In die dritte Volle schaffte Andre Laukmann endlich seine erste 120 Holz. Die ersten beiden Würfe in die Räumgasse musste er suchen, während die Konkurrrenz gleich zu blanken begann. Allen voran natürlich Steve Blasen. Als dieser auch seine Spur verlor kam plötzlich ein TGV von hinten angerauscht. Michael Pinot ließ es auf Bahn 2 richtig knallen. 232 Holz schoben ihn auf Platz 2. Steve Blasen (636 Holz) war unvermittelt auf Bronze degradiert und Markus Gebauer (595 Holz) auf den vierten Platz abonniert. Andre und die Vollengassen wurden an diesem Tag keine Freunde mehr.

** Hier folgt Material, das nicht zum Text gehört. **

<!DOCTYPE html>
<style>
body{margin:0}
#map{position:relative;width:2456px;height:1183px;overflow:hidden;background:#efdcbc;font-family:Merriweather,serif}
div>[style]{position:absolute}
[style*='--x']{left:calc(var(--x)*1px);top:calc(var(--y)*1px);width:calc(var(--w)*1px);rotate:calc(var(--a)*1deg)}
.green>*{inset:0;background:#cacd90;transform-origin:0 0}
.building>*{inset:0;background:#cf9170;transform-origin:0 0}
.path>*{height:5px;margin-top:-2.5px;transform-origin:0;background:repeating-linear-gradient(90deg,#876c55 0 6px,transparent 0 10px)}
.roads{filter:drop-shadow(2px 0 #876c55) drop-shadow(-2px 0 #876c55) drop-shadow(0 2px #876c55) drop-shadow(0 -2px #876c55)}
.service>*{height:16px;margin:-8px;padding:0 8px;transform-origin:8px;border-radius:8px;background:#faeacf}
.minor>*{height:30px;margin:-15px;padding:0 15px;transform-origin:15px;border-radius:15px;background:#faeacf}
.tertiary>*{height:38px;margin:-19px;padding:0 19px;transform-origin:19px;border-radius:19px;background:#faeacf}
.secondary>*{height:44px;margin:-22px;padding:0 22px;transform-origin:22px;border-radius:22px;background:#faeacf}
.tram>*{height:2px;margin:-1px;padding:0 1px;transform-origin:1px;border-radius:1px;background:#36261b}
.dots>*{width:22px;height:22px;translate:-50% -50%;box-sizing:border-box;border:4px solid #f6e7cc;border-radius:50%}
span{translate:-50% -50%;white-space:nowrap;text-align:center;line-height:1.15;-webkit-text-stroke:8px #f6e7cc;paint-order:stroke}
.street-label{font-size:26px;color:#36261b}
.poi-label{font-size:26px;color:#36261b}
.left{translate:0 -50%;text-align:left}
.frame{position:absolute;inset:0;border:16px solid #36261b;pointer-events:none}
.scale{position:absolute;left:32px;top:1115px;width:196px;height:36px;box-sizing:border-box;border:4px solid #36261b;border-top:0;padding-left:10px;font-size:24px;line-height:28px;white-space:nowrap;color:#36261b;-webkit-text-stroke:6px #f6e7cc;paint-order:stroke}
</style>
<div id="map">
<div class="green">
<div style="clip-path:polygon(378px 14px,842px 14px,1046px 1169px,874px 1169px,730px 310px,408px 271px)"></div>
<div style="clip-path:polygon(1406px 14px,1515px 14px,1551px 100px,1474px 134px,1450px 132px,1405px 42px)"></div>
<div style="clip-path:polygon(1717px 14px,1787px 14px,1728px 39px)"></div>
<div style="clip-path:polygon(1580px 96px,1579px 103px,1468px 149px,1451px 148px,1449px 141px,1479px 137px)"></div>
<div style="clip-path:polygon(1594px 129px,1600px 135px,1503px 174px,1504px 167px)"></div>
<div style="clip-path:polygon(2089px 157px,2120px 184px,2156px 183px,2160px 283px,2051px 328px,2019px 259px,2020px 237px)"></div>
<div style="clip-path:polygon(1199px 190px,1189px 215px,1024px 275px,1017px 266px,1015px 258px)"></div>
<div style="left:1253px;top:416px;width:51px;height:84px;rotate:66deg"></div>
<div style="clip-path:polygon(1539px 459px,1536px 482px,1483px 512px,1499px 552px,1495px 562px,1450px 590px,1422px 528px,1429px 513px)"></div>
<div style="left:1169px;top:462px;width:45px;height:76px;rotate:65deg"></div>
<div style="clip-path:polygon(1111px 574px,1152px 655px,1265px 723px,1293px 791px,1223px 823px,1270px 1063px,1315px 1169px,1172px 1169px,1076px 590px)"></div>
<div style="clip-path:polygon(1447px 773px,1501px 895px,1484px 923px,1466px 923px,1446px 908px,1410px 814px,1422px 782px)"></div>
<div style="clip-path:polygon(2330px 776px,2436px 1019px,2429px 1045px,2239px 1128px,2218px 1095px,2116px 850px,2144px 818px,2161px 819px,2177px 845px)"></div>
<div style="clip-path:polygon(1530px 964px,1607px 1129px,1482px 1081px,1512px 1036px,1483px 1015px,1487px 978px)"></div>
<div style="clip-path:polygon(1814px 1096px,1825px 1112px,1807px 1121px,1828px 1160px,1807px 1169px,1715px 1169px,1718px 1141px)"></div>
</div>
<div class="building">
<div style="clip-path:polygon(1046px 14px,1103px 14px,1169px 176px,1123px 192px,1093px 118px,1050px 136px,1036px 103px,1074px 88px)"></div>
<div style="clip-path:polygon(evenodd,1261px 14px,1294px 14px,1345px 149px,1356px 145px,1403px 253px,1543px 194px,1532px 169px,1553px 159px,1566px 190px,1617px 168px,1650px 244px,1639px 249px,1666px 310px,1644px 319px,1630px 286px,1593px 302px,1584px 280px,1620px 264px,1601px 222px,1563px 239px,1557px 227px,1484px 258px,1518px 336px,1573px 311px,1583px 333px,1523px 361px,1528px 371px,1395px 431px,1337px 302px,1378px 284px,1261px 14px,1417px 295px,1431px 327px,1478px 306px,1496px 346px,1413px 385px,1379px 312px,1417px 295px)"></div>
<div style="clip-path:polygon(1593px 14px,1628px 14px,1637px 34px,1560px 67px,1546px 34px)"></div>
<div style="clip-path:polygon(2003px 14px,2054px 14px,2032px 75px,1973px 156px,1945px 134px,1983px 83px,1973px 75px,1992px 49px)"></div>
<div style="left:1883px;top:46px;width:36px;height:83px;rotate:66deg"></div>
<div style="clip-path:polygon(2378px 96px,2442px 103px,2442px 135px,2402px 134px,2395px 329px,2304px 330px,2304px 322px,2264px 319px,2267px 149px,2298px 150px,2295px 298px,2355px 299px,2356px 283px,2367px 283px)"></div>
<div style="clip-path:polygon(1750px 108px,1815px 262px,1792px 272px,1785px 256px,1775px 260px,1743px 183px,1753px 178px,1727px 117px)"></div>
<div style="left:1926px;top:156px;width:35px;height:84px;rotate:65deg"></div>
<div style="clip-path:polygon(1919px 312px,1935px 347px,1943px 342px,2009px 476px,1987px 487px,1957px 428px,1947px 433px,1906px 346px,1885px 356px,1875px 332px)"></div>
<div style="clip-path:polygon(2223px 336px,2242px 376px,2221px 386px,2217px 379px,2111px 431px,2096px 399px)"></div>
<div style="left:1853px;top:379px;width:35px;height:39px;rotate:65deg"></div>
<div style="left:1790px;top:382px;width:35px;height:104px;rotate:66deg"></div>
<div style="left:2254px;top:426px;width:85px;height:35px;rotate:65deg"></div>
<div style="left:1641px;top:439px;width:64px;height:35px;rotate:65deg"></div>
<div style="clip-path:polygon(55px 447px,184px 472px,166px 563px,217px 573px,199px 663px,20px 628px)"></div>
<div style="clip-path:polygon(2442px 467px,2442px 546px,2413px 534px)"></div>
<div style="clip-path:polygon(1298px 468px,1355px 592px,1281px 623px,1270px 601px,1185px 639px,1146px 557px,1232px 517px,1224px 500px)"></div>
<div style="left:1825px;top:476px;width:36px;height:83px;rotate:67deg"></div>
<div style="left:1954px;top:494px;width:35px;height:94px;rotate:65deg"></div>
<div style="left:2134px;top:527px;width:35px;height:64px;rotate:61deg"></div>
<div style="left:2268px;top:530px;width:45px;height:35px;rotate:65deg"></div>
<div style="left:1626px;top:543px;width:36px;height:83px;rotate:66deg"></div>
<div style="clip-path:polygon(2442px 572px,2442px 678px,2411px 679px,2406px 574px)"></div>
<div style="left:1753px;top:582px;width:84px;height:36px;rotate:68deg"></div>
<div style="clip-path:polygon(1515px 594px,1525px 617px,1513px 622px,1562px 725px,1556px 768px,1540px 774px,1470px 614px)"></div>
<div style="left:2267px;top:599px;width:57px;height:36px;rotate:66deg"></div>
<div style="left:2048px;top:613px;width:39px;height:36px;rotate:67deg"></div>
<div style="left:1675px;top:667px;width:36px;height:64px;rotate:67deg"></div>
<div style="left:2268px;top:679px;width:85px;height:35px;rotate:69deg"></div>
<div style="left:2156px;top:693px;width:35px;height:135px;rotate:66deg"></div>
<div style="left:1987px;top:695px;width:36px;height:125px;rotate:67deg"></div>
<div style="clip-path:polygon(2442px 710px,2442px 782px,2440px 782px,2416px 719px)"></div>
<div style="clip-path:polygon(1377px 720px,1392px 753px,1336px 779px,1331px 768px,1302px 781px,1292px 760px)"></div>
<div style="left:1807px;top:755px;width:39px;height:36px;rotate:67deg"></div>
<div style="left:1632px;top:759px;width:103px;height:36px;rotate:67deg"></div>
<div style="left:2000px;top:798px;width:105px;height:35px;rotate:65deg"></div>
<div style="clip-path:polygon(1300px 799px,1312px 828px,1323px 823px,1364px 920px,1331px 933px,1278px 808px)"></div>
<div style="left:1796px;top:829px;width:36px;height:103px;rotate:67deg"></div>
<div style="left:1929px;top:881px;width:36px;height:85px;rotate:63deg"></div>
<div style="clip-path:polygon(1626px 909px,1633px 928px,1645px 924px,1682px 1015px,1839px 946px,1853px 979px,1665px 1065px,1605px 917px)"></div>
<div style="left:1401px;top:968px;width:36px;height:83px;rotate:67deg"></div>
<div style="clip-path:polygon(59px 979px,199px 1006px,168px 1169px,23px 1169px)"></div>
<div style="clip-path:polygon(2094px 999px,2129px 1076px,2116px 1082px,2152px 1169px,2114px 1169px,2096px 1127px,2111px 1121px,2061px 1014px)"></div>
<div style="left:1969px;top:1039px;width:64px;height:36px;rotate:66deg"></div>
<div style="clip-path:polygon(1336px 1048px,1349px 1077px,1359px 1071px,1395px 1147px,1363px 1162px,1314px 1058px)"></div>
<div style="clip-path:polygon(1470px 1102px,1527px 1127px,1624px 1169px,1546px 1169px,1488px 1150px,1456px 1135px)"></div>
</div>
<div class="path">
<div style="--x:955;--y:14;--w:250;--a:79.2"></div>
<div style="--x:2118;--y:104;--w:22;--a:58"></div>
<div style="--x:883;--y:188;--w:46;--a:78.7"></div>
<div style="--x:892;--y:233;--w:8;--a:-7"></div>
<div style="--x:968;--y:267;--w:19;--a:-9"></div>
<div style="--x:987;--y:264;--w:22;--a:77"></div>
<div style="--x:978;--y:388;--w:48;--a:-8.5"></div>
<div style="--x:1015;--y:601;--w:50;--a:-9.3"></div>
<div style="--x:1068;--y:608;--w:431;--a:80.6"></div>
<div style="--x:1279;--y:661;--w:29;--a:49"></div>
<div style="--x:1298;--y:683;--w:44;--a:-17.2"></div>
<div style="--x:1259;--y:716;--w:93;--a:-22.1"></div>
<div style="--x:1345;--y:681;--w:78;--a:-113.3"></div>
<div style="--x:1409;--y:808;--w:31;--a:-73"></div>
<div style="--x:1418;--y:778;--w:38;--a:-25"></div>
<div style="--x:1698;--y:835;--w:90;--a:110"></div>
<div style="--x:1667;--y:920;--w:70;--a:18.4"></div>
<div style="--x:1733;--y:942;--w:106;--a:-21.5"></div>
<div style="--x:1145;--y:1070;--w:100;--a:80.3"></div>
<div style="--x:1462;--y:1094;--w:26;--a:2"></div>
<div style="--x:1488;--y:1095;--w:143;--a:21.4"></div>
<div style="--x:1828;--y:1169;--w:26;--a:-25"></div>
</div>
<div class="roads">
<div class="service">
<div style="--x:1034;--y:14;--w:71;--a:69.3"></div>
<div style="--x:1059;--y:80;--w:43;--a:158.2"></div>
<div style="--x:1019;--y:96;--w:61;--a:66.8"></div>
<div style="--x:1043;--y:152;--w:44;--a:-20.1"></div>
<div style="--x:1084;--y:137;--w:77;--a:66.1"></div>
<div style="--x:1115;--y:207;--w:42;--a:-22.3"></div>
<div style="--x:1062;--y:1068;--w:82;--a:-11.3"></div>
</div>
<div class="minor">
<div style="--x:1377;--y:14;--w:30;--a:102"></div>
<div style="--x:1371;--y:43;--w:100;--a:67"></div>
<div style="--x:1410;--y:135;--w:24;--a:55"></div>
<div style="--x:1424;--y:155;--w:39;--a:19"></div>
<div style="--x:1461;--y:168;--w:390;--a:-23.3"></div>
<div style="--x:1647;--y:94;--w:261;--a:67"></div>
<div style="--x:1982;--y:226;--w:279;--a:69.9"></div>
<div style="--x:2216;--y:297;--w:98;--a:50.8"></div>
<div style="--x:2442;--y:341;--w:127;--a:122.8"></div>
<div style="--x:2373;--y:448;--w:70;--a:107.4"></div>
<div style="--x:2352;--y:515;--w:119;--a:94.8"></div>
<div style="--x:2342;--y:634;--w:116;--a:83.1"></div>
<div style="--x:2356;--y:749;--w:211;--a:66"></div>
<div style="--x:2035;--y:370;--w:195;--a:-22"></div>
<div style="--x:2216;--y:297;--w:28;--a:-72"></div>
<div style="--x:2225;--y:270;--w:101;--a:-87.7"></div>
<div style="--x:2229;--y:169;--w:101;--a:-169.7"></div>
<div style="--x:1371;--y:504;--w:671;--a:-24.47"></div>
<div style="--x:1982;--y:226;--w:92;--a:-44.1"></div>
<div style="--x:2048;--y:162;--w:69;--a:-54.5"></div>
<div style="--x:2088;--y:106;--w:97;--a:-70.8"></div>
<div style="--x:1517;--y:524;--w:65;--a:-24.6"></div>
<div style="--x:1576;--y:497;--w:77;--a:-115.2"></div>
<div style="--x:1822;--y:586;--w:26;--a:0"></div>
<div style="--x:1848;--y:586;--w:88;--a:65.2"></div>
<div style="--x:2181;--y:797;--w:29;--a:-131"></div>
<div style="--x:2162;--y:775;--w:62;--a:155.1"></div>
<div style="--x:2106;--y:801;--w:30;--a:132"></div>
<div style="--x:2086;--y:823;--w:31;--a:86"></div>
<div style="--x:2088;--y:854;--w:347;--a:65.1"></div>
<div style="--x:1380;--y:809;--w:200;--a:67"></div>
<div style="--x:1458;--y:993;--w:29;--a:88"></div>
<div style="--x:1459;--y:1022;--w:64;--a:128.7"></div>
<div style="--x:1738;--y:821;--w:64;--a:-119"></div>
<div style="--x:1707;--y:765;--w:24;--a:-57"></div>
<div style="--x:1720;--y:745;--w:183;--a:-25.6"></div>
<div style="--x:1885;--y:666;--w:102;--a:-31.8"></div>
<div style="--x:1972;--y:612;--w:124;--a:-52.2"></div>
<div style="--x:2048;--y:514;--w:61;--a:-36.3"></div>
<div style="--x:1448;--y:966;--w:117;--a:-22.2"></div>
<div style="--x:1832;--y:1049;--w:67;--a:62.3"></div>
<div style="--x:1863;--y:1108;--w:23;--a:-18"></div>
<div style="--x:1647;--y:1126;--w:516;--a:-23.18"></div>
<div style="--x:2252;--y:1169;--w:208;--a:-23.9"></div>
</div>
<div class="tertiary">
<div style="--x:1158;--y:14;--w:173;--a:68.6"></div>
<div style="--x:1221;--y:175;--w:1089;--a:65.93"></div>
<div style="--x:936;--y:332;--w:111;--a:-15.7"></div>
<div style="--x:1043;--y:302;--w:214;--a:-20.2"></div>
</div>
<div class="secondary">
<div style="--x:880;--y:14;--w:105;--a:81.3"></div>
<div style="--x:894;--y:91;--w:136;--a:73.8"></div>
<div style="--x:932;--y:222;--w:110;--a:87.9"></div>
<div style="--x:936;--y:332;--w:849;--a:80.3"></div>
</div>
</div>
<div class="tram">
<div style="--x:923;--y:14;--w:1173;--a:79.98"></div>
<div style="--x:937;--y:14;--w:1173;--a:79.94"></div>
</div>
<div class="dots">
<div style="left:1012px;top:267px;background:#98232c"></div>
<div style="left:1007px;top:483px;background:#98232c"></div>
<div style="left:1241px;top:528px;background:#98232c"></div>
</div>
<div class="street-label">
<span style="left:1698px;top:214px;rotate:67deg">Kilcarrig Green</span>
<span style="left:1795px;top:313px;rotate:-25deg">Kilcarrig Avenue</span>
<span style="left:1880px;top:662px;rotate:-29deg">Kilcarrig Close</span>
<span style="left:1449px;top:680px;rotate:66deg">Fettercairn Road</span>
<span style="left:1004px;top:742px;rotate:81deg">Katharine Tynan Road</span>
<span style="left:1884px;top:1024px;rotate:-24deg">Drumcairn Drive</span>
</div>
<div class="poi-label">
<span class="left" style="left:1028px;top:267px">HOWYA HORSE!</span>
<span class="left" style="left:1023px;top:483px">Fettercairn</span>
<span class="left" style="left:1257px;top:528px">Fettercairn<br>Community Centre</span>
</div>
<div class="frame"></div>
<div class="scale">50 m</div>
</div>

Nach der Vollen waren alle durch ein Holz getrennt. Andre Laukmann führte mit 764 Holz vor Michael Pinot (763 Holz) und Steve Blasen (762 Holz). Alle begannen mit eine Blanken und dann setzte Andre zwei Mal aus. Michael Pinot und Steve Blasen zogen weg. Erst als Andre Laukmann (861 Holz) zu einer Serie ansetzte und Michael Pinot (859 Holz) gegen Ende keine Neuner mehr bekam konnte er den Franzosen noch abfangen. Steve Blasen (877 Holz) gab sich diese Blöße nicht und zog seine Serie, mit nur einer kleinen Unterbrechung, bis zum Ende durch. Die Zuschauer sahen ein tolles Finale, indem bis zu den letzten fünf Würfen die Medaillenvergabe nicht abzusehen war und einen würdigen Weltmeister der zum dritten Mal hintereinander Steve Blasen heißt.